┌─ Given data

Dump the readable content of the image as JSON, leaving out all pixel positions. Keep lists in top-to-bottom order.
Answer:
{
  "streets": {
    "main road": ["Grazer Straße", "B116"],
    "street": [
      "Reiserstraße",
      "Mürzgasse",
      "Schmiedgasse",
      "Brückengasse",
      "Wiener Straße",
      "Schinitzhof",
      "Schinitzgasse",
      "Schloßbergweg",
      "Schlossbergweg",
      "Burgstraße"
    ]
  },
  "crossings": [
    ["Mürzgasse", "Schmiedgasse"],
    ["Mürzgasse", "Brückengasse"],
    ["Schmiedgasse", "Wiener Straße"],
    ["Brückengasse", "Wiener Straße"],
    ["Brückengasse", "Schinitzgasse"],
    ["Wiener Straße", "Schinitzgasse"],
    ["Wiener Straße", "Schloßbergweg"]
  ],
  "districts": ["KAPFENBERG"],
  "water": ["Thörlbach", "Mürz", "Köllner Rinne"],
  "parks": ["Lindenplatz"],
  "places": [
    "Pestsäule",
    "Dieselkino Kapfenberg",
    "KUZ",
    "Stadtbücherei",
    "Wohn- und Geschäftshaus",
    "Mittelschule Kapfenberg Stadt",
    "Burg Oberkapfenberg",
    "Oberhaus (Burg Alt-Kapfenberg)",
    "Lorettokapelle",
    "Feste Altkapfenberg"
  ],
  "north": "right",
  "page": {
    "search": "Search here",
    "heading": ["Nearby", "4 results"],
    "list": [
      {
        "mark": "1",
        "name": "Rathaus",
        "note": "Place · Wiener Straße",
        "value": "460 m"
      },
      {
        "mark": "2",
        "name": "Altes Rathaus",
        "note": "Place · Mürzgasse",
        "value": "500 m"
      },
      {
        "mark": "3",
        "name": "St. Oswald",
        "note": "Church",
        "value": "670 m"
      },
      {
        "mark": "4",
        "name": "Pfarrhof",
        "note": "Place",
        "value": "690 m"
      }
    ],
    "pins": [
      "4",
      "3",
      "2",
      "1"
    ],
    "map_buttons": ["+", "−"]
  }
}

└─

What is needed:
Could you write out all the data exactly as it is given?

Response area:
Dump the readable content of the image as JSON, leaving out all pixel positions. Keep lists in top-to-bottom order.
Answer:
{
  "streets": {
    "main road": ["Grazer Straße", "B116"],
    "street": [
      "Reiserstraße",
      "Mürzgasse",
      "Schmiedgasse",
      "Brückengasse",
      "Wiener Straße",
      "Schinitzhof",
      "Schinitzgasse",
      "Schloßbergweg",
      "Schlossbergweg",
      "Burgstraße"
    ]
  },
  "crossings": [
    ["Mürzgasse", "Schmiedgasse"],
    ["Mürzgasse", "Brückengasse"],
    ["Schmiedgasse", "Wiener Straße"],
    ["Brückengasse", "Wiener Straße"],
    ["Brückengasse", "Schinitzgasse"],
    ["Wiener Straße", "Schinitzgasse"],
    ["Wiener Straße", "Schloßbergweg"]
  ],
  "districts": ["KAPFENBERG"],
  "water": ["Thörlbach", "Mürz", "Köllner Rinne"],
  "parks": ["Lindenplatz"],
  "places": [
    "Pestsäule",
    "Dieselkino Kapfenberg",
    "KUZ",
    "Stadtbücherei",
    "Wohn- und Geschäftshaus",
    "Mittelschule Kapfenberg Stadt",
    "Burg Oberkapfenberg",
    "Oberhaus (Burg Alt-Kapfenberg)",
    "Lorettokapelle",
    "Feste Altkapfenberg"
  ],
  "north": "right",
  "page": {
    "search": "Search here",
    "heading": ["Nearby", "4 results"],
    "list": [
      {
        "mark": "1",
        "name": "Rathaus",
        "note": "Place · Wiener Straße",
        "value": "460 m"
      },
      {
        "mark": "2",
        "name": "Altes Rathaus",
        "note": "Place · Mürzgasse",
        "value": "500 m"
      },
      {
        "mark": "3",
        "name": "St. Oswald",
        "note": "Church",
        "value": "670 m"
      },
      {
        "mark": "4",
        "name": "Pfarrhof",
        "note": "Place",
        "value": "690 m"
      }
    ],
    "pins": [
      "4",
      "3",
      "2",
      "1"
    ],
    "map_buttons": ["+", "−"]
  }
}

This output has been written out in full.